··· Provided data

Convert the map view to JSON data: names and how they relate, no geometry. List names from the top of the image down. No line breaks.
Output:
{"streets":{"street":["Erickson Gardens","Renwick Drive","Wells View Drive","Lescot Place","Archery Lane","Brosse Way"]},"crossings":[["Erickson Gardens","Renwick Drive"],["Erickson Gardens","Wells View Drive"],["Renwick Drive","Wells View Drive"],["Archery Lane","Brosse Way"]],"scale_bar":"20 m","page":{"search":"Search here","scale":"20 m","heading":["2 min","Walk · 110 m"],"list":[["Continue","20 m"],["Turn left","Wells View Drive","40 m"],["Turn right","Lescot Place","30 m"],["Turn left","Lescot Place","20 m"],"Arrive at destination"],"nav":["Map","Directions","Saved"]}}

······

» What you have to do
Reproduce the listing above precisely.

» Result for this exercise
Convert the map view to JSON data: names and how they relate, no geometry. List names from the top of the image down. No line breaks.
Output:
{"streets":{"street":["Erickson Gardens","Renwick Drive","Wells View Drive","Lescot Place","Archery Lane","Brosse Way"]},"crossings":[["Erickson Gardens","Renwick Drive"],["Erickson Gardens","Wells View Drive"],["Renwick Drive","Wells View Drive"],["Archery Lane","Brosse Way"]],"scale_bar":"20 m","page":{"search":"Search here","scale":"20 m","heading":["2 min","Walk · 110 m"],"list":[["Continue","20 m"],["Turn left","Wells View Drive","40 m"],["Turn right","Lescot Place","30 m"],["Turn left","Lescot Place","20 m"],"Arrive at destination"],"nav":["Map","Directions","Saved"]}}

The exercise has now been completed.